DAVID VON SEGGERN and ROBERT BLANDFORD

SEISMIC DATA ANALYSIS CENTER TELEDYNE GEOTECH, 314 MONTGOMERY STREET, ALEXANDRIA, VIRGINIA 22314

Abstract

Accurate determination of seismic threshold requires consideration of the seismic recurrence rates, mean and variance of signals and noise, and sometimes the relationship between different magnitude scales. A three-level conceptual framework for magnitude is postulated: true, operational, and observed magnitudes. Empirical thresholds based on observed magnitudes are biased relative to the true or operational thresholds. Determination of this bias when only single stations are involved is analytically tractable, but bias for a network of stations is treated by a Monte Carlo simulation approach.
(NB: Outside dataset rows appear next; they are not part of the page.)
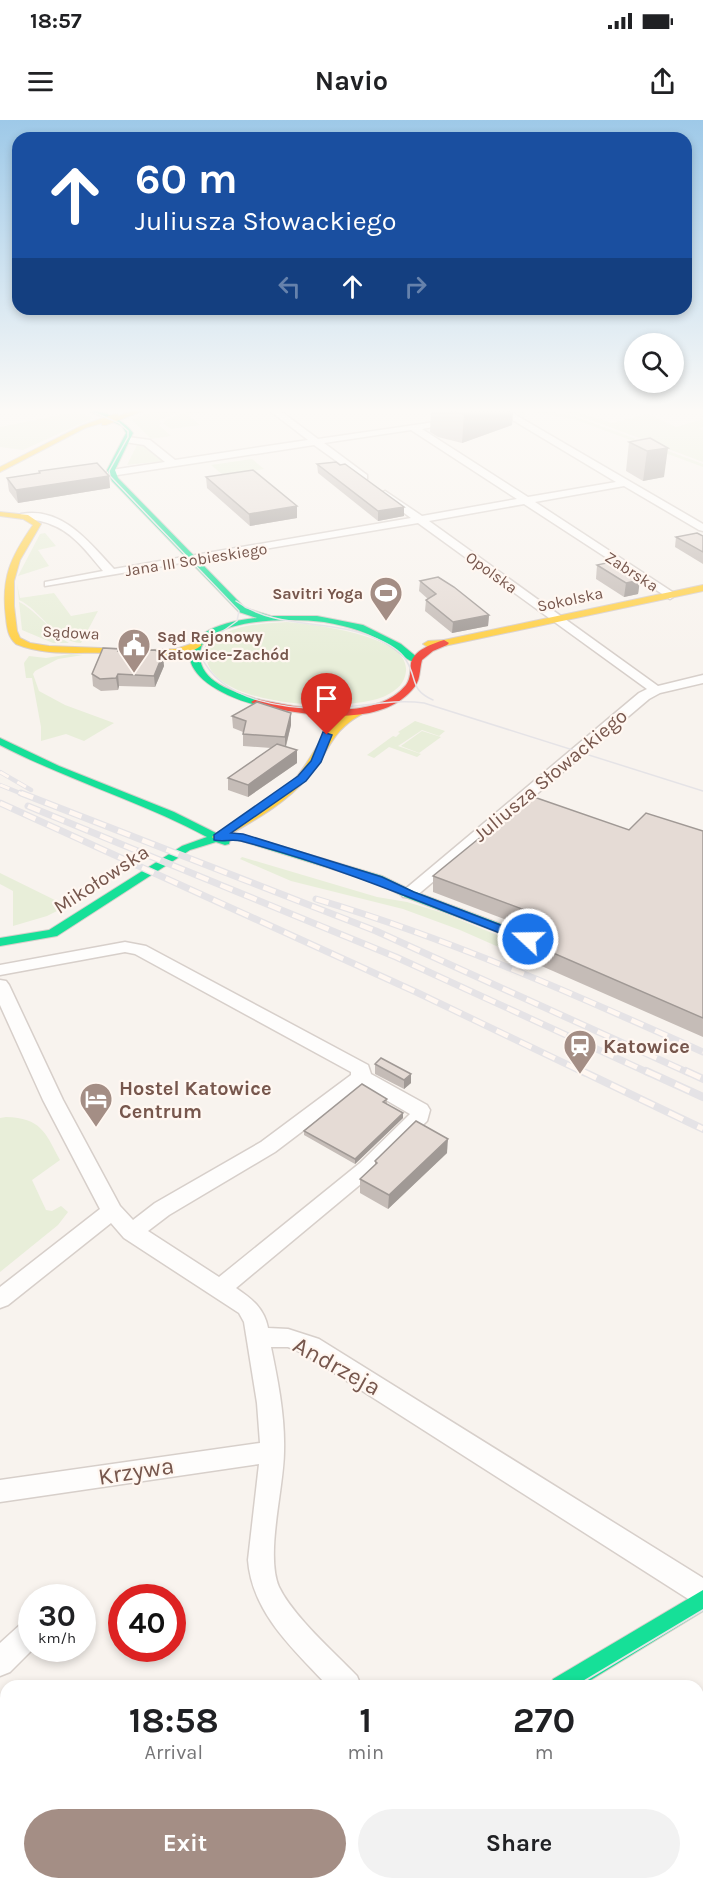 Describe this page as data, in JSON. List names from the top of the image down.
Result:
{
  "streets": {
    "street": [
      "Jana III Sobieskiego",
      "Zabrska",
      "Opolska",
      "Sokolska",
      "Sądowa",
      "Juliusza Słowackiego",
      "Mikołowska",
      "Andrzeja",
      "Krzywa"
    ]
  },
  "crossings": [
    ["Jana III Sobieskiego", "Zabrska"],
    ["Jana III Sobieskiego", "Opolska"],
    ["Zabrska", "Sokolska"],
    ["Opolska", "Sokolska"],
    ["Opolska", "Juliusza Słowackiego"],
    ["Sokolska", "Sądowa"]
  ],
  "places": {
    "sports": ["Savitri Yoga"],
    "public building": ["Sąd Rejonowy Katowice-Zachód"],
    "station": ["Katowice"],
    "hotel": ["Hostel Katowice Centrum"]
  },
  "page": {
    "status": "18:57",
    "header": "Navio",
    "turn": ["60 m", "Juliusza Słowackiego"],
    "speed": "30 km/h",
    "limit": "40",
    "eta": [
      "18:58",
      "Arrival",
      "1",
      "min",
      "270",
      "m"
    ],
    "buttons": ["Exit", "Share"]
  }
} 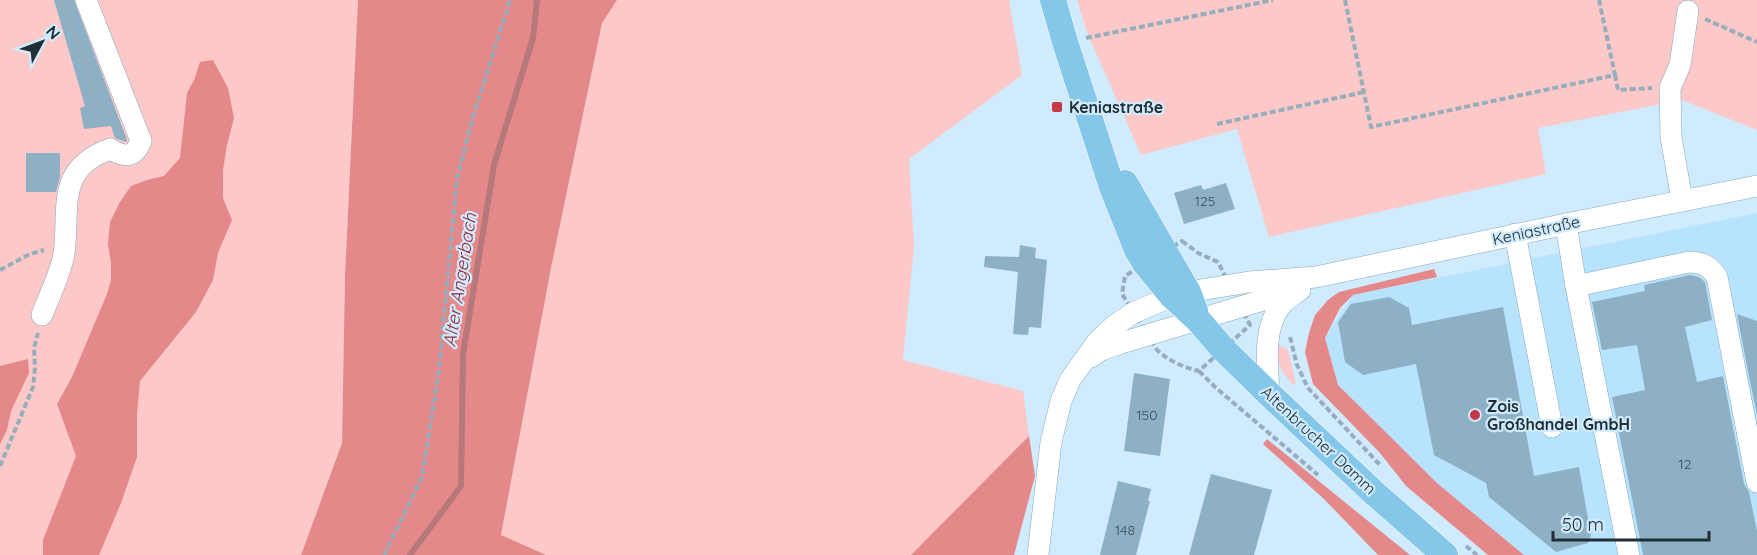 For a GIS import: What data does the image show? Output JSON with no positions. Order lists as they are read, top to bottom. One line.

This bias is examined for the cases of direct, incremental, and cumulative threshold determinations. The simulation technique demonstrates that the effects on threshold of correlated signals and noise over a network is slight but that the effects of the feedback between LR and P threshold may be significant. Both analytical and simulation results show that any casual approach to determining threshold magnitude may produce an error of several tenths of a magnitude unit. A comparison of simulated detection results is made with real data from LASA on the Kuril-Kamchatka region, and good agreement is obtained between predictions and observations.